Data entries
—————

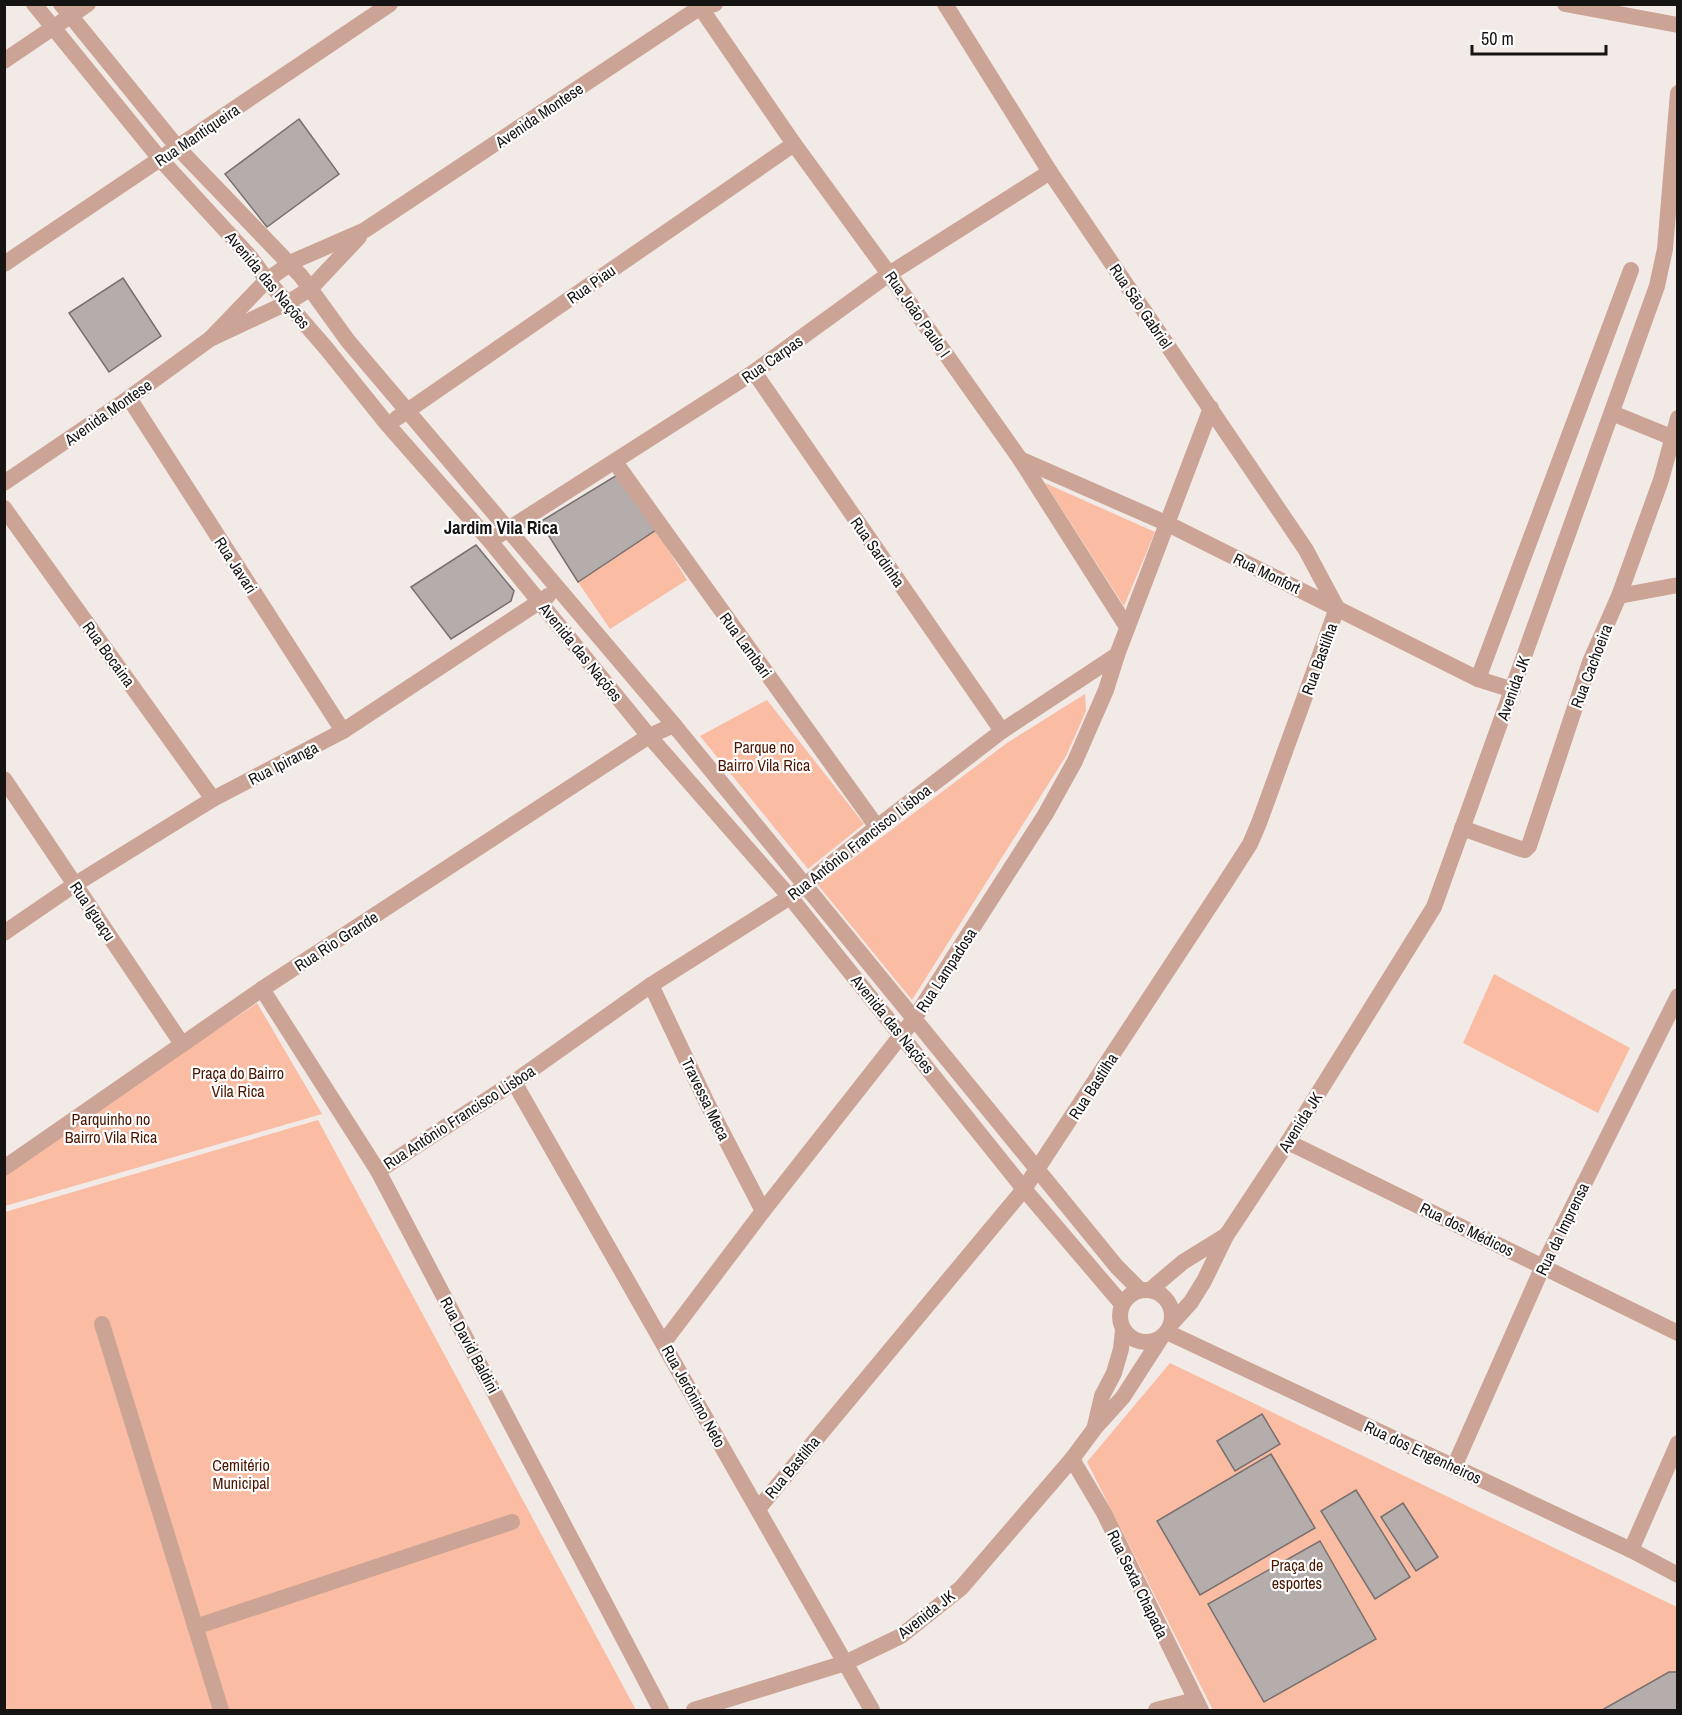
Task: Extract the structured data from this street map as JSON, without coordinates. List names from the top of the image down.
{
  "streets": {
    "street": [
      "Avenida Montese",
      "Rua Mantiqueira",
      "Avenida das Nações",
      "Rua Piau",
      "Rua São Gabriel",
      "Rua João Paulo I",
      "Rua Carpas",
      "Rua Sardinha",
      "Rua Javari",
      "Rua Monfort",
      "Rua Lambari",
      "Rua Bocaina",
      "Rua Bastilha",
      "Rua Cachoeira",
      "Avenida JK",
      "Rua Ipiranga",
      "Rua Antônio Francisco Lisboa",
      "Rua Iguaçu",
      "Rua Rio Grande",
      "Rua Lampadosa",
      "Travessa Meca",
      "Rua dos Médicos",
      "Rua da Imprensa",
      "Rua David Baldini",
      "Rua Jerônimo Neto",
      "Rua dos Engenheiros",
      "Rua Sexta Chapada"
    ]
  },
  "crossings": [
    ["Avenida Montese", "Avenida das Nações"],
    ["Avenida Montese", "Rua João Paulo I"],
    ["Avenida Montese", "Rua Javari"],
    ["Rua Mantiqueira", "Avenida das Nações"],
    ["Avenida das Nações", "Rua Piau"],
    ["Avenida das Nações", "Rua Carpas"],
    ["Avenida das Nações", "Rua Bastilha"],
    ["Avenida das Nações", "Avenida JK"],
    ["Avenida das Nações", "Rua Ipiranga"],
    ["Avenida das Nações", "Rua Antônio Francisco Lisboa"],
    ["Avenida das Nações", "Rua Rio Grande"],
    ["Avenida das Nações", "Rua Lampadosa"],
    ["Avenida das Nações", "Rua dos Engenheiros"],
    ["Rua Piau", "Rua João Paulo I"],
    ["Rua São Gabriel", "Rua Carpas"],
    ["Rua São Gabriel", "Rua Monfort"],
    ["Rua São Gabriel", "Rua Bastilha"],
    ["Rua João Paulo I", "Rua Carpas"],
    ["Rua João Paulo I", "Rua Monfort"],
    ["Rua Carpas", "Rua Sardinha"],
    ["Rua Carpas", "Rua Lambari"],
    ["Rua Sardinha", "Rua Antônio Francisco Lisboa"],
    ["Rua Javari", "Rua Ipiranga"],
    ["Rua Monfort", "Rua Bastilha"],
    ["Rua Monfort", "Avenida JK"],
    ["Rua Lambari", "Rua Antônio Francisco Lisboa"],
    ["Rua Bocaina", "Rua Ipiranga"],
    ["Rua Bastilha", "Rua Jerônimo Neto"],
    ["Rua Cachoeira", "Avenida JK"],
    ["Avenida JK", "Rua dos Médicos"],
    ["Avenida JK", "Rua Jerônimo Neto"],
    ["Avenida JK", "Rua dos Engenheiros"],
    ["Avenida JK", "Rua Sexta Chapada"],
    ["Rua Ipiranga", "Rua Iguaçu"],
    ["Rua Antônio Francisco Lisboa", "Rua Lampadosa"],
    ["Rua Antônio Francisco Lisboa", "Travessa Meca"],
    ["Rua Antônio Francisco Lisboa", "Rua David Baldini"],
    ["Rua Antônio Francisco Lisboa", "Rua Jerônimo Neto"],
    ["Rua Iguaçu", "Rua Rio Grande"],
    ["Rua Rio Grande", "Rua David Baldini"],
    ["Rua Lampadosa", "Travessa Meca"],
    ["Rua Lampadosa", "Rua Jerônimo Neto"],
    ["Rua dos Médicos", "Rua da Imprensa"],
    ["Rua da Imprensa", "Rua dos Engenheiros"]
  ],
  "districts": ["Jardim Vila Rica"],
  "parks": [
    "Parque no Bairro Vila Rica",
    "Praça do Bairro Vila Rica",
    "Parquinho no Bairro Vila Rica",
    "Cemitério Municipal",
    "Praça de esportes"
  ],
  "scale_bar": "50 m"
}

—————

*THE PROBLEM*: The copy you produce must match the entries above exactly, except that it has no pictures.

*COMPLETED TASK*:
Task: Extract the structured data from this street map as JSON, without coordinates. List names from the top of the image down.
{
  "streets": {
    "street": [
      "Avenida Montese",
      "Rua Mantiqueira",
      "Avenida das Nações",
      "Rua Piau",
      "Rua São Gabriel",
      "Rua João Paulo I",
      "Rua Carpas",
      "Rua Sardinha",
      "Rua Javari",
      "Rua Monfort",
      "Rua Lambari",
      "Rua Bocaina",
      "Rua Bastilha",
      "Rua Cachoeira",
      "Avenida JK",
      "Rua Ipiranga",
      "Rua Antônio Francisco Lisboa",
      "Rua Iguaçu",
      "Rua Rio Grande",
      "Rua Lampadosa",
      "Travessa Meca",
      "Rua dos Médicos",
      "Rua da Imprensa",
      "Rua David Baldini",
      "Rua Jerônimo Neto",
      "Rua dos Engenheiros",
      "Rua Sexta Chapada"
    ]
  },
  "crossings": [
    ["Avenida Montese", "Avenida das Nações"],
    ["Avenida Montese", "Rua João Paulo I"],
    ["Avenida Montese", "Rua Javari"],
    ["Rua Mantiqueira", "Avenida das Nações"],
    ["Avenida das Nações", "Rua Piau"],
    ["Avenida das Nações", "Rua Carpas"],
    ["Avenida das Nações", "Rua Bastilha"],
    ["Avenida das Nações", "Avenida JK"],
    ["Avenida das Nações", "Rua Ipiranga"],
    ["Avenida das Nações", "Rua Antônio Francisco Lisboa"],
    ["Avenida das Nações", "Rua Rio Grande"],
    ["Avenida das Nações", "Rua Lampadosa"],
    ["Avenida das Nações", "Rua dos Engenheiros"],
    ["Rua Piau", "Rua João Paulo I"],
    ["Rua São Gabriel", "Rua Carpas"],
    ["Rua São Gabriel", "Rua Monfort"],
    ["Rua São Gabriel", "Rua Bastilha"],
    ["Rua João Paulo I", "Rua Carpas"],
    ["Rua João Paulo I", "Rua Monfort"],
    ["Rua Carpas", "Rua Sardinha"],
    ["Rua Carpas", "Rua Lambari"],
    ["Rua Sardinha", "Rua Antônio Francisco Lisboa"],
    ["Rua Javari", "Rua Ipiranga"],
    ["Rua Monfort", "Rua Bastilha"],
    ["Rua Monfort", "Avenida JK"],
    ["Rua Lambari", "Rua Antônio Francisco Lisboa"],
    ["Rua Bocaina", "Rua Ipiranga"],
    ["Rua Bastilha", "Rua Jerônimo Neto"],
    ["Rua Cachoeira", "Avenida JK"],
    ["Avenida JK", "Rua dos Médicos"],
    ["Avenida JK", "Rua Jerônimo Neto"],
    ["Avenida JK", "Rua dos Engenheiros"],
    ["Avenida JK", "Rua Sexta Chapada"],
    ["Rua Ipiranga", "Rua Iguaçu"],
    ["Rua Antônio Francisco Lisboa", "Rua Lampadosa"],
    ["Rua Antônio Francisco Lisboa", "Travessa Meca"],
    ["Rua Antônio Francisco Lisboa", "Rua David Baldini"],
    ["Rua Antônio Francisco Lisboa", "Rua Jerônimo Neto"],
    ["Rua Iguaçu", "Rua Rio Grande"],
    ["Rua Rio Grande", "Rua David Baldini"],
    ["Rua Lampadosa", "Travessa Meca"],
    ["Rua Lampadosa", "Rua Jerônimo Neto"],
    ["Rua dos Médicos", "Rua da Imprensa"],
    ["Rua da Imprensa", "Rua dos Engenheiros"]
  ],
  "districts": ["Jardim Vila Rica"],
  "parks": [
    "Parque no Bairro Vila Rica",
    "Praça do Bairro Vila Rica",
    "Parquinho no Bairro Vila Rica",
    "Cemitério Municipal",
    "Praça de esportes"
  ],
  "scale_bar": "50 m"
}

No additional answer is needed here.